- Vintry Location within Greater London
- Vintry ward boundaries since 2013
- OS grid reference: TQ319812
- Sui generis: City of London;
- Administrative area: Greater London
- Region: London;
- Country: England
- Sovereign state: United Kingdom
- Post town: LONDON
- Postcode district: EC4
- Dialling code: 020
- Police: City of London
- Fire: London
- Ambulance: London
- UK Parliament: Cities of London and Westminster;
- London Assembly: City and East;

= Vintry =

Ward of the City of London

Vintry is one of the 25 wards of the City of London.
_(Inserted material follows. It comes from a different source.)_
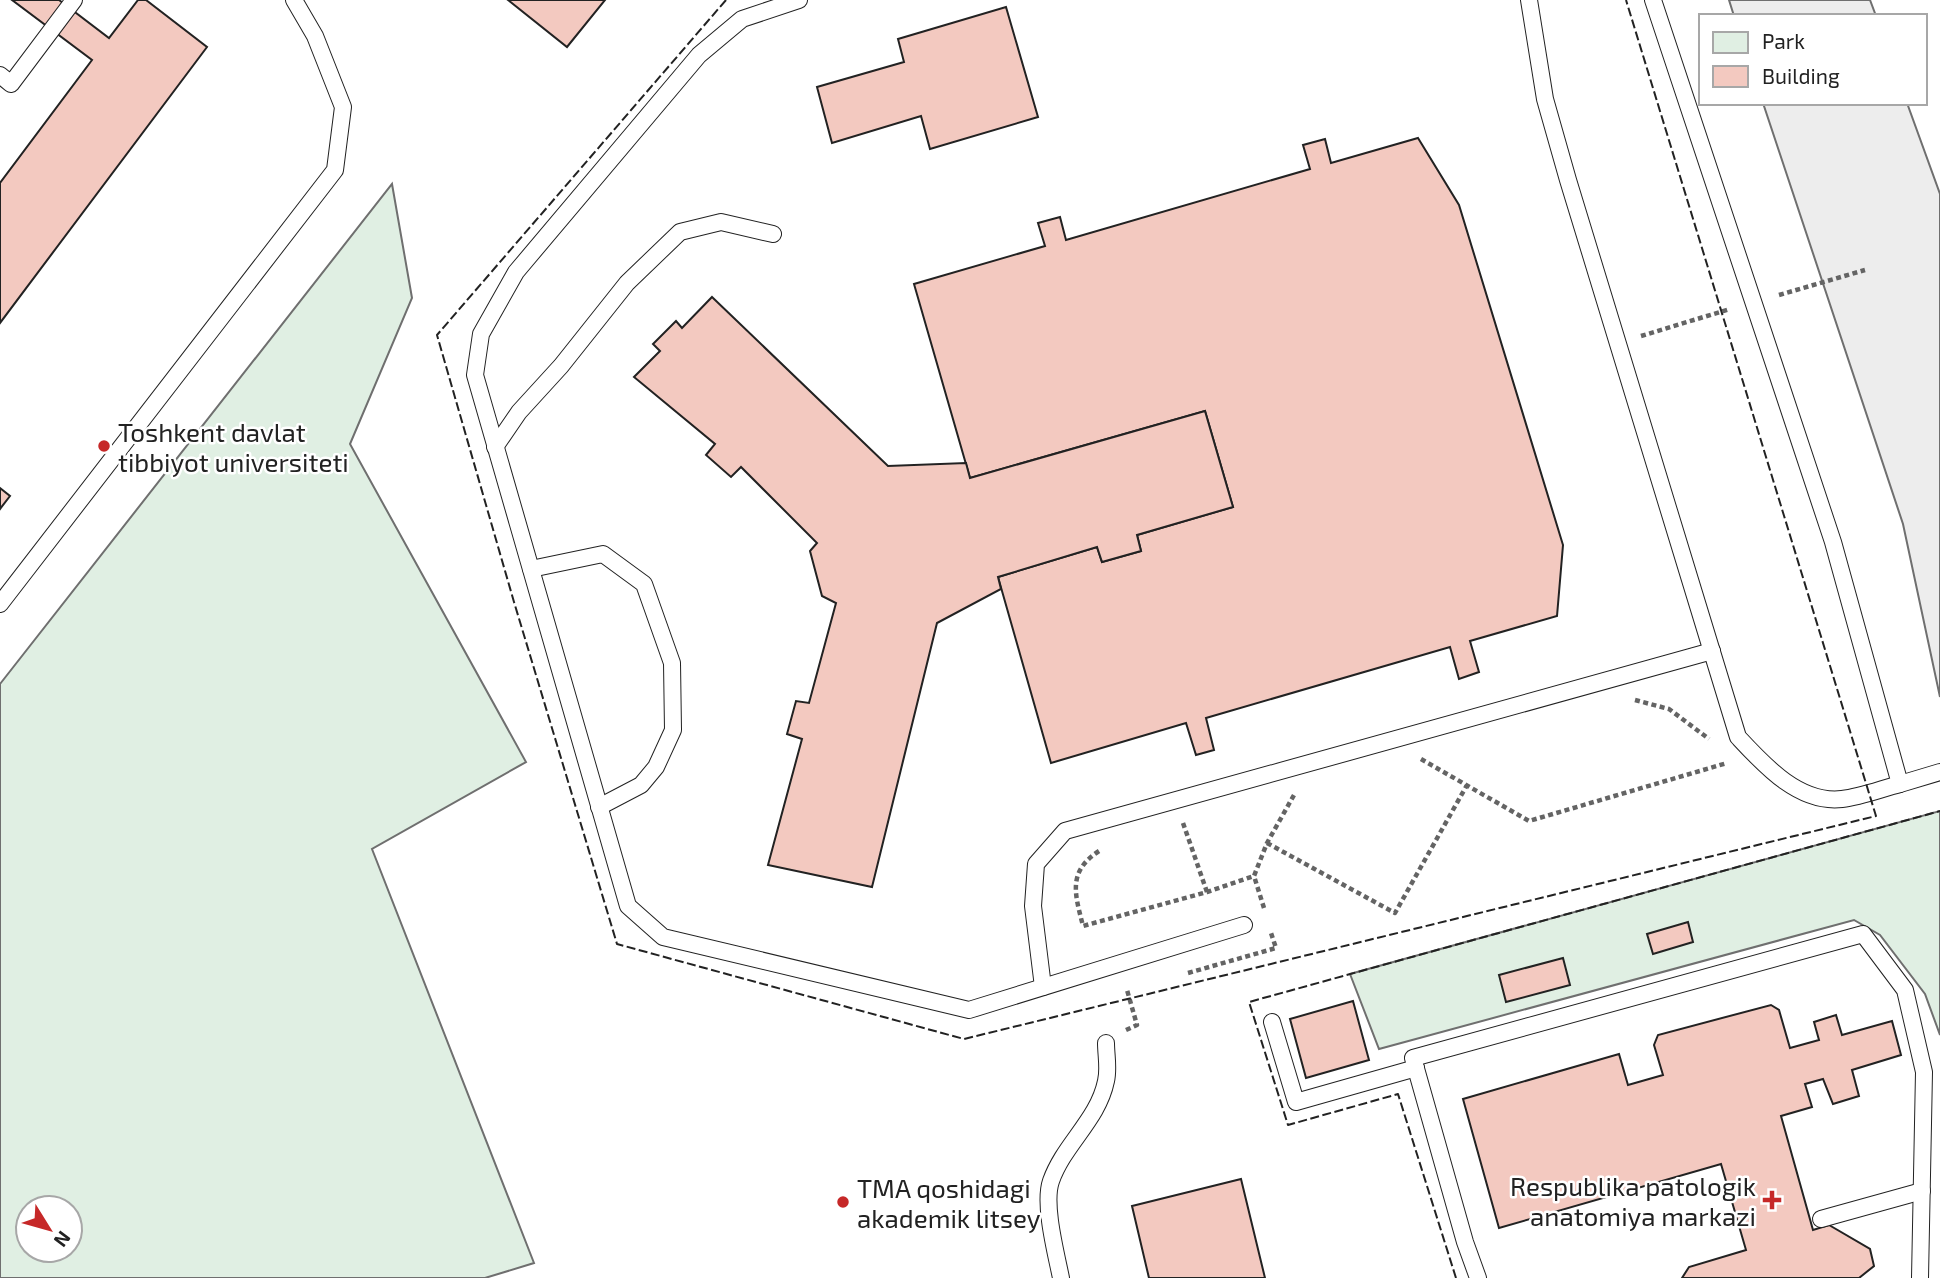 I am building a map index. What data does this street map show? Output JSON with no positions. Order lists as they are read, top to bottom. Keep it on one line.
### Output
{"places":{"other":["Toshkent davlat tibbiyot universiteti","TMA qoshidagi akademik litsey"],"health":["Respublika patologik anatomiya markazi"]},"legend":["Park","Building"],"north":"bottom right"}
Located within it is the City end of Southwark Bridge and, adjacent to that, the hall of the Worshipful Company of Vintners, the City livery company for the wine trade.

The ward's boundary is formed by Cannon Street to the north, College Hill and Cousin Lane to the east, the River Thames to the south, and its western edge follows an unusual line along part of Little Trinity Lane, Lambeth Hill and Distaff Lane.

The Christopher Wren-designed church St James Garlickhythe is within Vintry ward, near Mansion House tube station. In medieval times, French wine and garlic were landed at the nearby Garlickhythe ('garlic dock'). This circumstance led to the church being part of the route for English pilgrims travelling to the cathedral of Santiago de Compostela in Spain, which is sacred to the memory of St James the Great.

The ward contained Whittington's Longhouse, a 128-seat public toilet gifted by Dick Whittington.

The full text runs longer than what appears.